Well, you’re looking good anyway, Nudie.

- ‘Thanks very much.’

It’s not the truth. So why?

“People only ask you to see what your reaction is.

“My job is to compete with myself. I wouldn’t be great at that all the time, but nine times out of ten, I would be disciplined. I intend to get more disciplined from this week on, because I have a tough time ahead of me for the next six weeks.”

On the second week of September, they are, as he says himself, “opening me up from top to bottom”.

So he vows he is going to “prepare like I have never prepared before”.

Last week, they sought a second opinion. Teresa came along to meet the surgeon and former Meath midfielder Gerry McEntee.

It was a very sober meeting. McEntee was saying how they could not operate on his liver. There’s just not enough of it there.

Two ladies were taking notes throughout.

Nudie had his eyes fixed on the floor. Eventually, he started speaking.

“I think Gerry, you have to take some responsibility for this,” he said.

Some nervous shifting in the chairs. The ladies stopped writing and looked up. McEntee looked at him, concerned.

And I said, “The 1984 Centenary Cup final, and the tackles you made on me, I’m lucky to be here at all!”

In that moment, he’s Nudie.
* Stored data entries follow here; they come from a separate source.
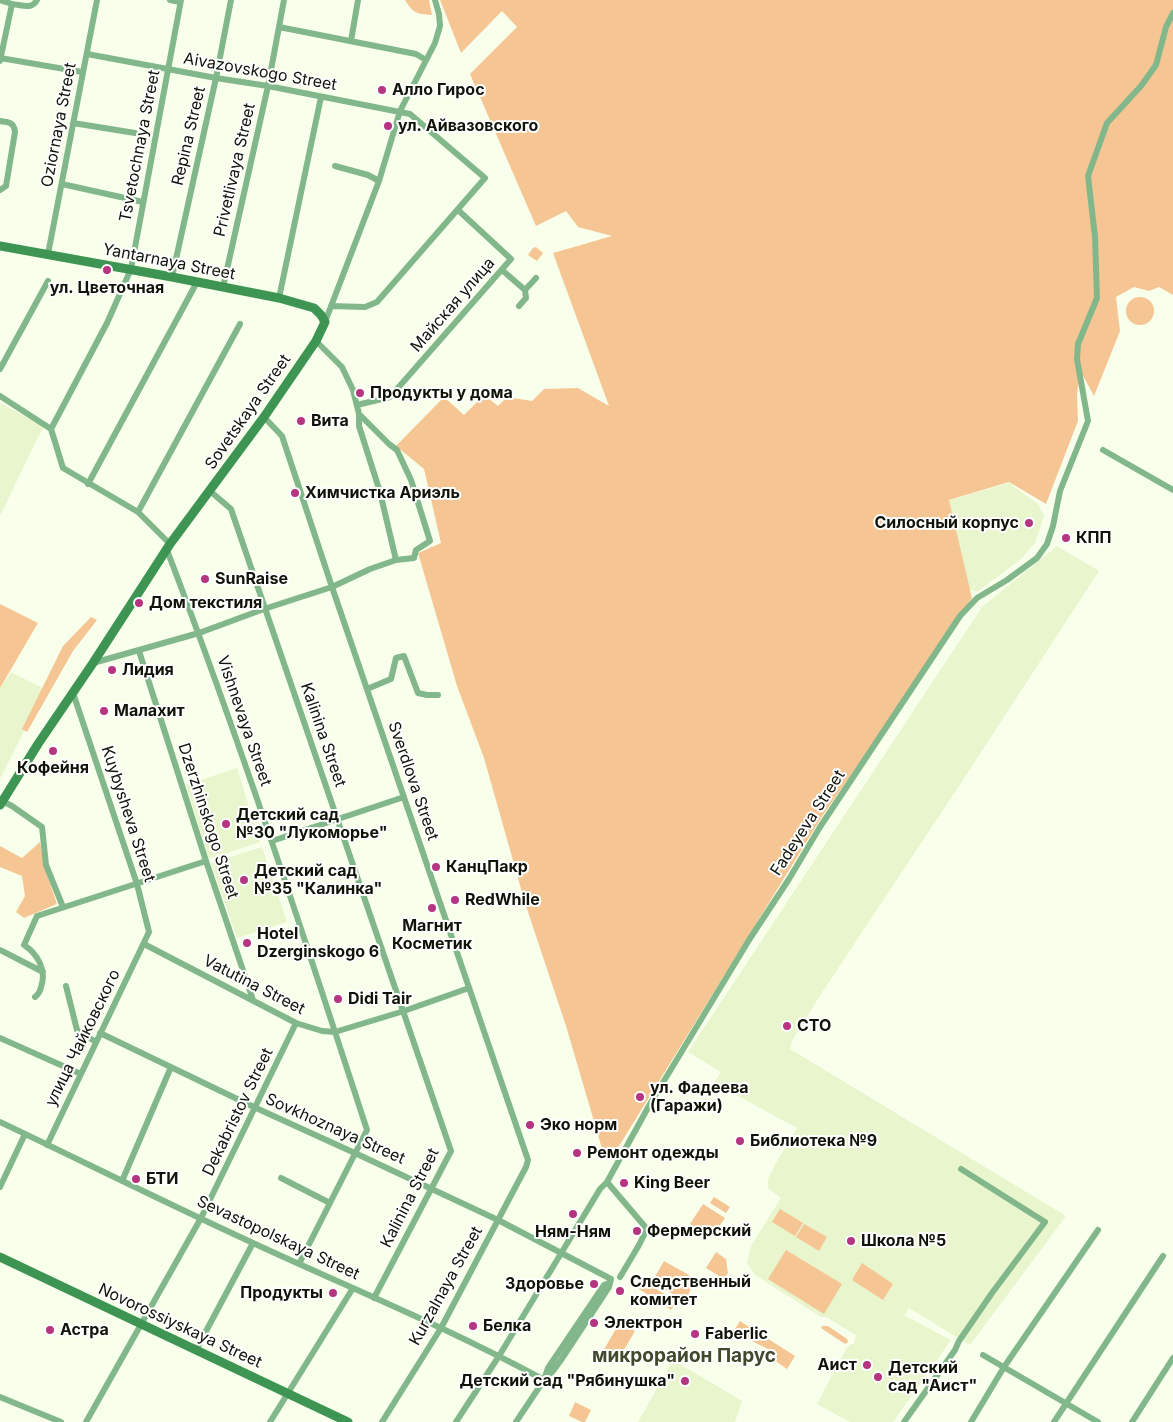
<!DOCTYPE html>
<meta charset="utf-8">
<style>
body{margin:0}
canvas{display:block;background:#f8ffeb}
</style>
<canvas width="1173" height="1422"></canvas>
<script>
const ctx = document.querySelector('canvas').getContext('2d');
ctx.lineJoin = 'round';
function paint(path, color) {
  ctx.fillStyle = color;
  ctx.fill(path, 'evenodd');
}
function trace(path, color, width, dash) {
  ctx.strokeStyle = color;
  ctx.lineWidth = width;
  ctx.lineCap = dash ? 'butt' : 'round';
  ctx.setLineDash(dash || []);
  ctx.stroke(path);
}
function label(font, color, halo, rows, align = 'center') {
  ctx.font = font + ' Inter,sans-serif';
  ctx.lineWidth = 4;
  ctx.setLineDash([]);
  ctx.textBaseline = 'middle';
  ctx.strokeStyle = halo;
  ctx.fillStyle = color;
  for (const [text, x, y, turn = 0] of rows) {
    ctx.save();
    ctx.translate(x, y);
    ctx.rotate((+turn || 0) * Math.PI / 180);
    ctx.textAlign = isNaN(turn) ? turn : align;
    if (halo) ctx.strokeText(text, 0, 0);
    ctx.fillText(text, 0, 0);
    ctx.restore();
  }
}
paint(new Path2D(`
 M0,403L44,427L38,437L0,516Z
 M1009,483L1038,504L1044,516L1035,543L1021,559L977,592L967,588L947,501Z
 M1057,546L1099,571L961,783L819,997L792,1041L790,1049L1066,1216L970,1345L909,1308L905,1315L898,1312L951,1340L893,1422H850L817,1404L846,1349L851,1344H854L856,1335L826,1317H821L755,1275L747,1263L751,1246L781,1198L768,1188V1179L777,1161L797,1128L714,1083L721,1072L688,1052L982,607Z
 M11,672L45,689L0,779V688Z
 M237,768L260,842L209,859L186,785Z
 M262,847L287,922L237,938L211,863Z
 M673,1360L742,1401L735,1422H638Z`), '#e8f5cd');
paint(new Path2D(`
 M405,0H429L432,15C416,14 413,13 405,0Z
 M440,0H1173V295L1159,287L1149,291L1134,287L1116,297L1120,331L1094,396L1080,370L1077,395L1078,421L1046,504L1009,482L949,500L972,598L901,703L823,815L616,1151L603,1152L566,1026L525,903L484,758L457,686L418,553L441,543L424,469L396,446L444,397L464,415L484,395L498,406L507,397L532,401L544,389L578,388L609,406L553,253L612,236L578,227L566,211L536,226L470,74L517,27L502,11L461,53Z
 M536,247L543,253L537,261L528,255L533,248Z
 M1126 311a14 14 0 1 1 28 0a14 14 0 1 1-28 0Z
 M0,604L38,623L0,688Z
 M91,617L97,620L73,651L27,732L22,729L63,646Z
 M40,842L45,869L57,904L24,918L16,912L25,896L22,876L0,867V846L22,858Z
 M714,1197L730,1207L726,1213L710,1203Z
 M703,1204L725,1218L711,1238L690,1224Z
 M780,1209L803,1223L795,1236L772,1222Z
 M804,1224L827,1237L819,1251L796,1237Z
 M786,1250L842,1284L824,1314L768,1279Z
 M716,1252L726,1259L728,1273L724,1279L706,1268Z
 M664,1261L689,1275C695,1284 690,1292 685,1301L652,1282Z
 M862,1263L893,1284L883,1300L852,1280Z
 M644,1282L677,1301L671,1310L639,1289Z
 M740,1321L795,1356L787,1369L771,1358L768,1349L733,1332Z
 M620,1322L635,1331L618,1360L603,1351Z
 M822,1326H828L847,1339L848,1342L845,1344L821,1328Z
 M575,1402L591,1410L585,1422H582L569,1416Z`), '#f5c693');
trace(new Path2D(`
 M0,0L12,4
 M170,0L180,2
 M279,27L416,54L426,60
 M351,41L358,0
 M87,54L216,78L268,86L410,114L485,178L377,302L365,307L331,306
 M0,58L82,72
 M0,61L12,4C22,5 32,10 37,0
 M0,121C8,122 14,122 15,132L6,186L0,190
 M73,123L135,133
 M335,166L368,175L379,181
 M62,184L143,202
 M48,254L97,0
 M502,270L525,290L536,278
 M172,277L216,78L231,0
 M223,287L268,86L284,0
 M279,298L321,97
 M519,306L526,298L525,290
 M325,322L379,181L400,111L435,43L440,26L439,14L435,0
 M0,369L48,281
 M0,396L51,429L63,468L138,512L170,544
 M357,405L390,397L511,259L458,210
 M359,414V426L380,492L396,560
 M264,417L282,436L332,587L528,1160L526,1167L441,1328L382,1422
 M51,429L107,323L131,269L181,0
 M1103,450L1173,490
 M88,484L197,282
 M210,491L231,509L451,1151L374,1298
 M138,512L240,324
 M167,550C240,741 304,936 367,1130L299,1264
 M139,651L206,861L253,1000
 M93,663L199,633L264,609L332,587L370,569L396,560L414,558L416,550L430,541L411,480L397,450L389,444L359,414L353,390L342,367L316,341
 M367,689L391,679L396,658L404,656L418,693L427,695H438
 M2,801L12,806L42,827L46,865L63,907
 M272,841L404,797
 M144,944L296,1023L322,1031L335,1032L404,1011L469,988
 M0,950L43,972
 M66,986L77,1030L96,1042
 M35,997C39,994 40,992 41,987C47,971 38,954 24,945L37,916L206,861
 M100,1033L256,1108L357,1154L498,1220L611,1279L609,1287L561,1360L553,1371L544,1380
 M0,1038L81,1074
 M0,1122C84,1162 168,1204 253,1243C350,1288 449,1328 544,1380
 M47,1145L149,932L137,884L73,693
 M281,1178L330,1203
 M122,1181L171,1067
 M607,1182L647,1229L639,1245L620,1277
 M0,1187L25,1134
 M196,1350L253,1243
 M983,1355L1098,1422
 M0,1397L61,1422
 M86,1422L201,1218L296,1023
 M270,1422L353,1288
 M456,1422L499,1356L600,1189L607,1182L650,1104L749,940L789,879L820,827L960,616L977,598L1007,580L1037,558L1047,544L1053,526L1060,491L1088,421L1077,359L1078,344L1097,298L1095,237L1088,176L1107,123L1141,86L1156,65L1166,27L1173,13
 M516,1422L544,1380L548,1368L604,1285L609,1283
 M904,1422L955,1350L959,1341L992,1293L1045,1222L961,1169
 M971,1422L1004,1367L1098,1230
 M1054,1422L1163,1256
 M1132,1422L1173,1358`), '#82b78b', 6);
trace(new Path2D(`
 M0,246L172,277L279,298L314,308L321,315L325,322L316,341L264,417L170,544L93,663L38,744L0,805
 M0,1257L348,1422`), '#3e9553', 9);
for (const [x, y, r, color] of [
 [382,90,5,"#b53581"],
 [388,126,5,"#b53581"],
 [107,270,5,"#b53581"],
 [360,393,5,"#b53581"],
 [301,421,5,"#b53581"],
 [295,493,5,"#b53581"],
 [1029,523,5,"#b53581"],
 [1066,538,5,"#b53581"],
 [205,579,5,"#b53581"],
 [139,603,5,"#b53581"],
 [112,670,5,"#b53581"],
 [104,711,5,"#b53581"],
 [53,751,5,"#b53581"],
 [226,824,5,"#b53581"],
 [436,867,5,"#b53581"],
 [244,880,5,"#b53581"],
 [455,900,5,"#b53581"],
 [432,908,5,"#b53581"],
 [247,943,5,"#b53581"],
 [338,999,5,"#b53581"],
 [787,1026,5,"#b53581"],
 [640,1097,5,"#b53581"],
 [530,1125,5,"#b53581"],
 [740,1141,5,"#b53581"],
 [577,1153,5,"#b53581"],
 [136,1179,5,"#b53581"],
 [624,1183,5,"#b53581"],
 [573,1214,5,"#b53581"],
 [637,1231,5,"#b53581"],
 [851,1241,5,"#b53581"],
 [594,1284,5,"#b53581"],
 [620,1291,5,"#b53581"],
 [333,1293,5,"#b53581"],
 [594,1323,5,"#b53581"],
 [473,1326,5,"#b53581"],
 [50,1330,5,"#b53581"],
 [695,1334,5,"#b53581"],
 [867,1365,5,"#b53581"],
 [878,1377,5,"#b53581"],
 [685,1381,5,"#b53581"]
]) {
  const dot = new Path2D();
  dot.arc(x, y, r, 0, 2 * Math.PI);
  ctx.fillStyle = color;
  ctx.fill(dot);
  trace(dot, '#fff', 2);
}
label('16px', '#101308', '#fff', [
 ["Aivazovskogo Street",260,72,10],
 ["Oziornaya Street",59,125,-79],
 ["Repina Street",189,136,-77],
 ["Tsvetochnaya Street",140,146,-79],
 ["Privetlivaya Street",235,170,-77],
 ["Yantarnaya Street",169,262,11],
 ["Майская улица",453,305,-49],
 ["Sovetskaya Street",248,412,-55],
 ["Vishnevaya Street",244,721,71],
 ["Kalinina Street",323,735,71],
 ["Sverdlova Street",413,781,71],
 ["Kuybysheva Street",128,814,72],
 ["Dzerzhinskogo Street",208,821,72],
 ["Fadeyeva Street",808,823,-57],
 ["Vatutina Street",254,985,27],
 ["улица Чайковского",83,1038,-64],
 ["Dekabristov Street",238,1112,-64],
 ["Sovkhoznaya Street",335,1129,24],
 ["Kalinina Street",410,1198,-63],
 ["Sevastopolskaya Street",278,1238,25],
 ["Kurzalnaya Street",446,1286,-61],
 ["Novorossiyskaya Street",180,1326,25]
]);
label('bold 16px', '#101308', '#fff', [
 ["Алло Гирос",392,90],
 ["ул. Айвазовского",398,126],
 ["ул. Цветочная",107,288,"center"],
 ["Продукты у дома",370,393],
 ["Вита",311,421],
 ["Химчистка Ариэль",305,493],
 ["Силосный корпус",1019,523,"right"],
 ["КПП",1076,538],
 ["SunRaise",215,579],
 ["Дом текстиля",149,603],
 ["Лидия",122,670],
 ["Малахит",114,711],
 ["Кофейня",53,768,"center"],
 ["Детский сад",236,815],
 ["№30 \"Лукоморье\"",236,833],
 ["КанцПакр",446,867],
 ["Детский сад",254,871],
 ["№35 \"Калинка\"",254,889],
 ["RedWhile",465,900],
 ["Магнит",432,926,"center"],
 ["Косметик",432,944,"center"],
 ["Hotel",257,934],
 ["Dzerginskogo 6",257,952],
 ["Didi Tair",348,999],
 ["СТО",797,1026],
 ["ул. Фадеева",650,1088],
 ["(Гаражи)",650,1106],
 ["Эко норм",540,1125],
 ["Библиотека №9",750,1141],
 ["Ремонт одежды",587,1153],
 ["БТИ",146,1179],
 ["King Beer",634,1183],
 ["Фермерский",647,1231],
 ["Ням-Ням",573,1232,"center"],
 ["Школа №5",861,1241],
 ["Следственный",630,1282],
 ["комитет",630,1300],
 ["Здоровье",584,1284,"right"],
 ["Продукты",323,1293,"right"],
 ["Электрон",604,1323],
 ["Белка",483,1326],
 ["Астра",60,1330],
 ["Faberlic",705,1334],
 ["Аист",857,1365,"right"],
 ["Детский",888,1368],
 ["сад \"Аист\"",888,1386],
 ["Детский сад \"Рябинушка\"",675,1381,"right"]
], 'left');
label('bold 19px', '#41492d', '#fff', [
 ["микрорайон Парус",684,1356]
]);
</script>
Smiling. Laughing. Skin glowing.

The six-year-old cutting the eyes out of potatoes for the chipper. The young man on the tear on an All-Stars trip around America to come home and light up the Clones Hill. The worker, shovelling shit out of the sewers and later selling keg upon keg for Bass. The man raising money for the Mater Hospital, putting the most expensive equipment in.

And with that he shakes your hand, tells you the pleasure is all his, and he can’t wait to see you again. He makes for his car parked outside The Old Coach Inn, a few doors down from the mural of him in his prime in the green and gold of the Faughs.

To where he grew up on that hard gravel surface. Dipping and picking the ball at speed. As hard as he humanly could manage, the stones cutting the feet off his toes.

And him ignoring the pain, lost in his play and imagination.